Between 2008 and 2015, Al Shabab has carried out more than 200 attacks in Kenya, albeit most on a small scale. What makes Kenya so vulnerable to attacks by Al Shabab?

It can be argued it is Kenya’s military interventions in Somalia and geographical proximity. But Ethiopia has a deeper history of military interventions, and longer shared border with Somalia. Yet, in the same period, Ethiopia experienced just five attacks by the group.

A lot has to do with Kenya itself. The country is a social, political, economic and media hub of East Africa.

Attacking targets in Kenya guarantees more international coverage than say in Uganda or Burundi, which have also had troops in Somalia.
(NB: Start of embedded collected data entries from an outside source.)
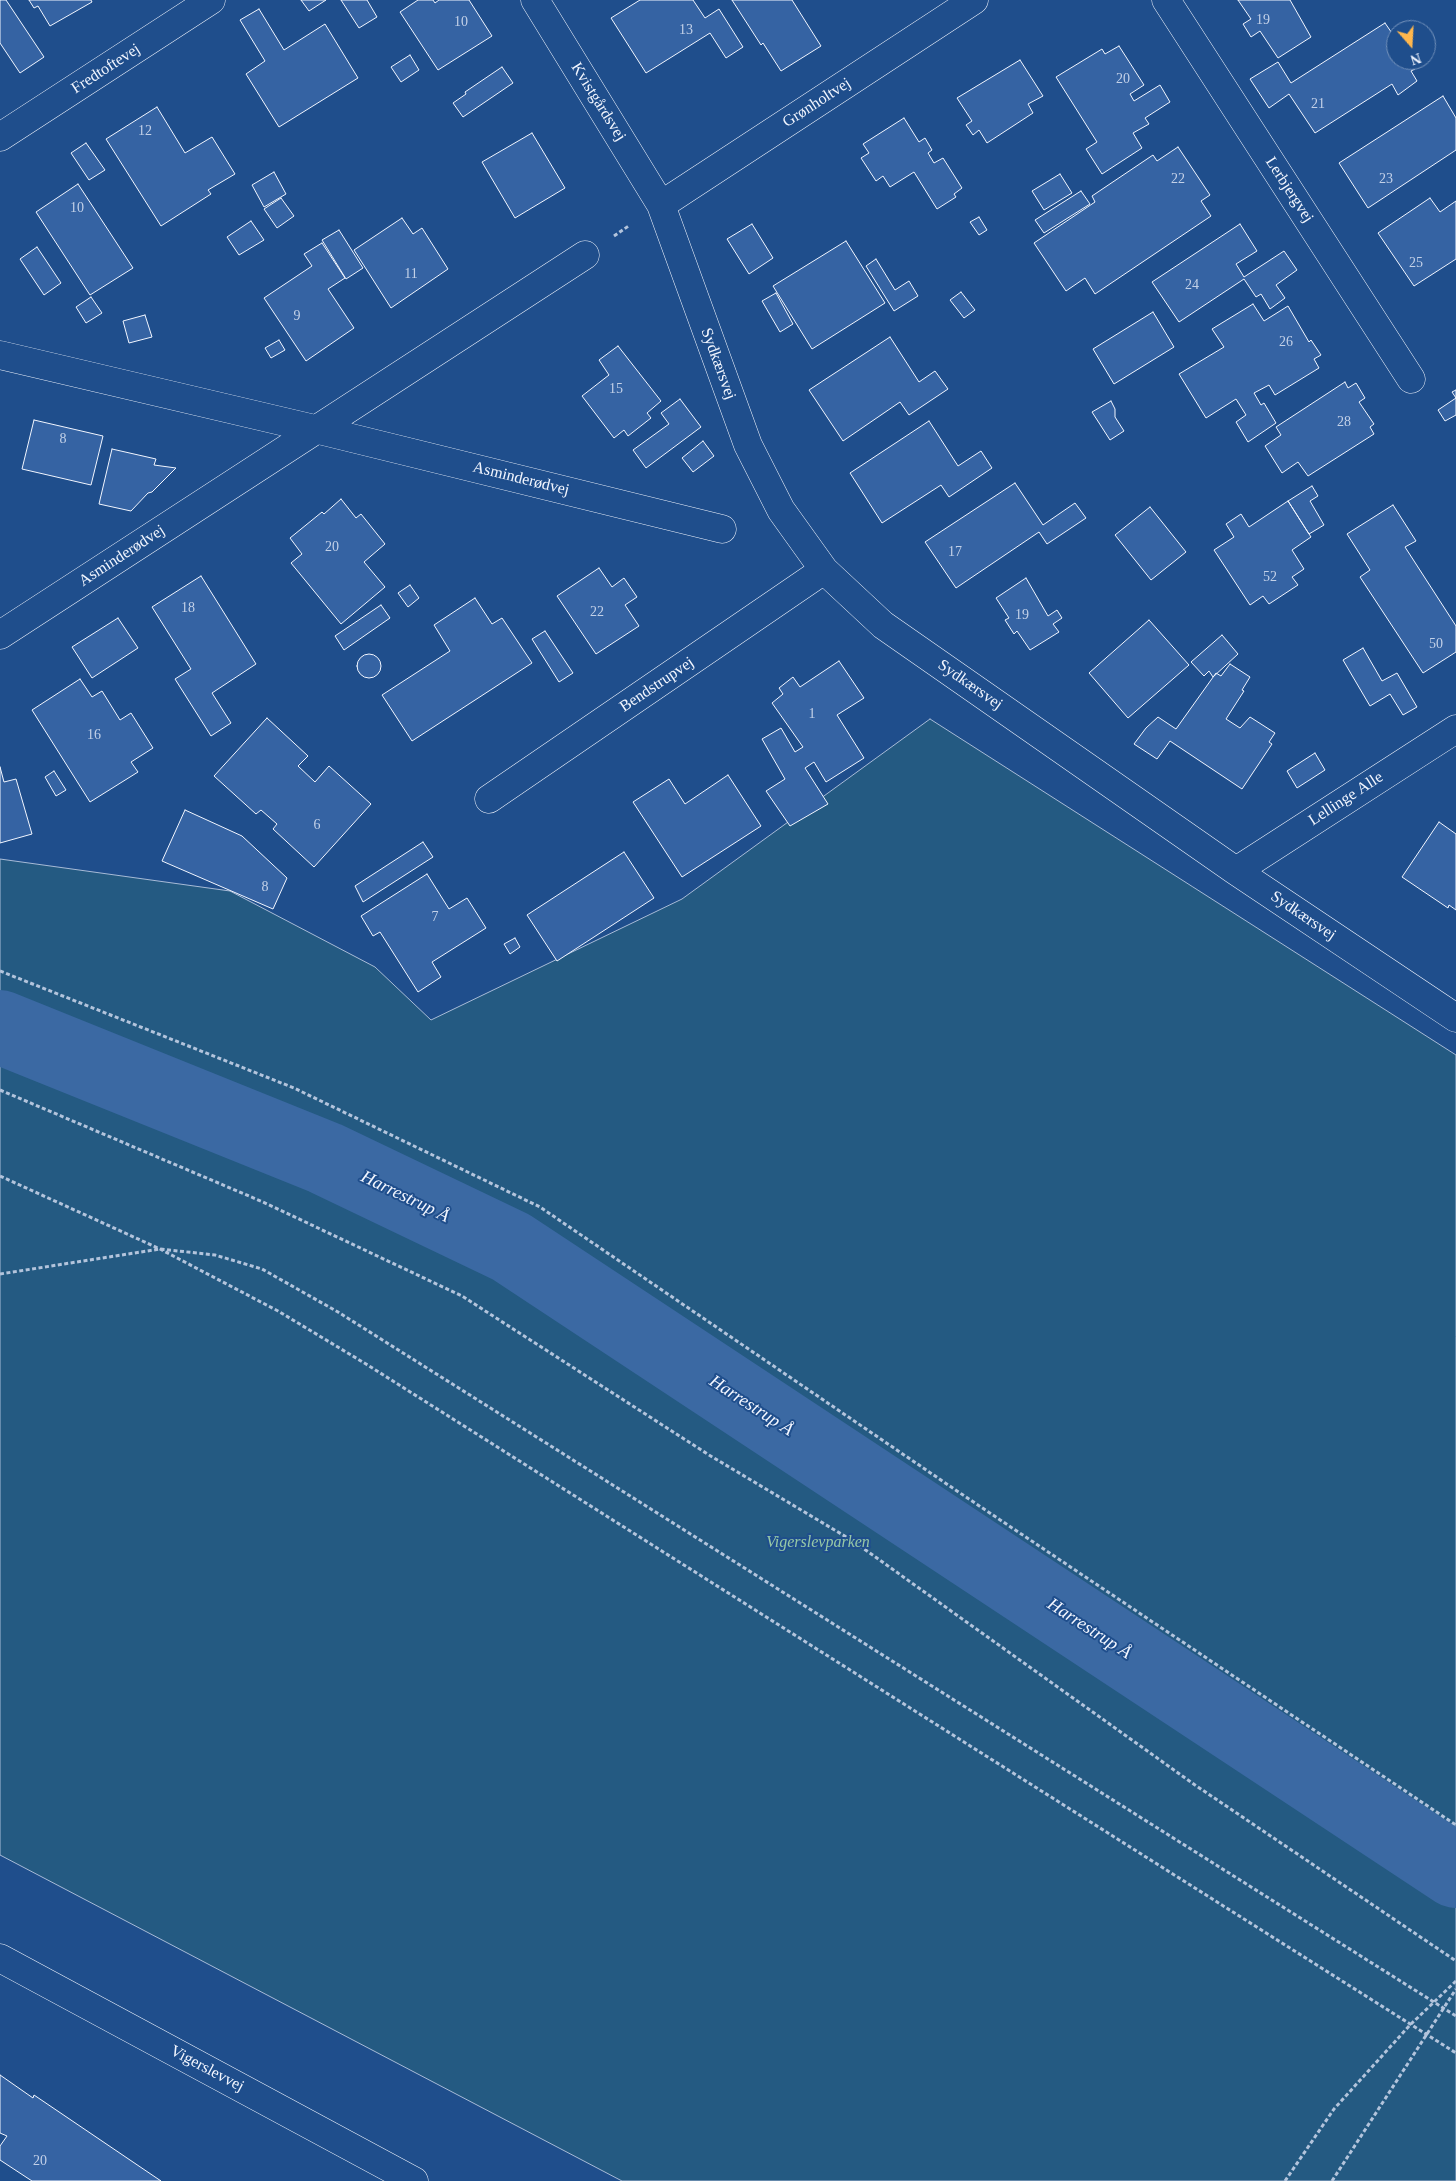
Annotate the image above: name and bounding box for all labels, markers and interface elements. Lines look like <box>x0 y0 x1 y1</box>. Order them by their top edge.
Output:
house number: 19 <box>1256 12 1270 28</box>
house number: 10 <box>454 14 468 30</box>
north arrow <box>1386 20 1436 70</box>
house number: 13 <box>679 22 693 38</box>
street label: Fredtoftevej <box>68 40 144 98</box>
text: N <box>1408 50 1423 67</box>
street label: Kvistgårdsvej <box>566 59 630 145</box>
house number: 20 <box>1116 71 1130 87</box>
street label: Grønholtvej <box>779 74 855 132</box>
house number: 21 <box>1311 96 1325 112</box>
house number: 12 <box>138 123 152 139</box>
street label: Lerbjergvej <box>1261 154 1317 226</box>
house number: 22 <box>1171 171 1185 187</box>
house number: 23 <box>1379 171 1393 187</box>
house number: 10 <box>70 200 84 216</box>
house number: 25 <box>1409 255 1423 271</box>
house number: 11 <box>404 266 418 282</box>
house number: 24 <box>1185 277 1199 293</box>
house number: 9 <box>294 308 300 324</box>
street label: Sydkærsvej <box>696 326 740 402</box>
house number: 26 <box>1279 334 1293 350</box>
house number: 15 <box>609 381 623 397</box>
house number: 28 <box>1337 414 1351 430</box>
house number: 8 <box>60 431 66 447</box>
street label: Asminderødvej <box>471 458 571 500</box>
street label: Asminderødvej <box>75 521 169 591</box>
house number: 20 <box>325 539 339 555</box>
house number: 17 <box>948 544 962 560</box>
house number: 52 <box>1263 569 1277 585</box>
house number: 18 <box>181 600 195 616</box>
house number: 22 <box>590 604 604 620</box>
house number: 19 <box>1015 607 1029 623</box>
house number: 50 <box>1429 636 1443 652</box>
street label: Bendstrupvej <box>616 653 698 717</box>
street label: Sydkærsvej <box>934 656 1006 714</box>
house number: 1 <box>809 706 816 722</box>
house number: 16 <box>87 727 101 743</box>
street label: Lellinge Alle <box>1305 768 1387 830</box>
house number: 6 <box>314 817 320 833</box>
house number: 8 <box>262 879 268 895</box>
street label: Sydkærsvej <box>1267 887 1339 945</box>
house number: 7 <box>432 909 438 925</box>
water label: Harrestrup Å <box>357 1166 453 1228</box>
water label: Harrestrup Å <box>705 1371 797 1441</box>
park label: Vigerslevparken <box>766 1533 870 1553</box>
water label: Harrestrup Å <box>1043 1594 1135 1664</box>
street label: Vigerslevvej <box>167 2042 247 2096</box>
house number: 20 <box>33 2153 47 2169</box>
Add to this the fact that Kenya’s security forces have a reputation for corruption and inefficiency. This fact was illustrated through shameful images that surfaced after the Westgate attack in which soldiers were seeing looting goods from luxury retail stores in the upscale mall even as the siege was underway and people were being killed.

Another reason is the Nairobi neighbourhood of Eastleigh, which is predominantly Somali, and has allegedly been used in the past as a logistics base for militants planning attacks.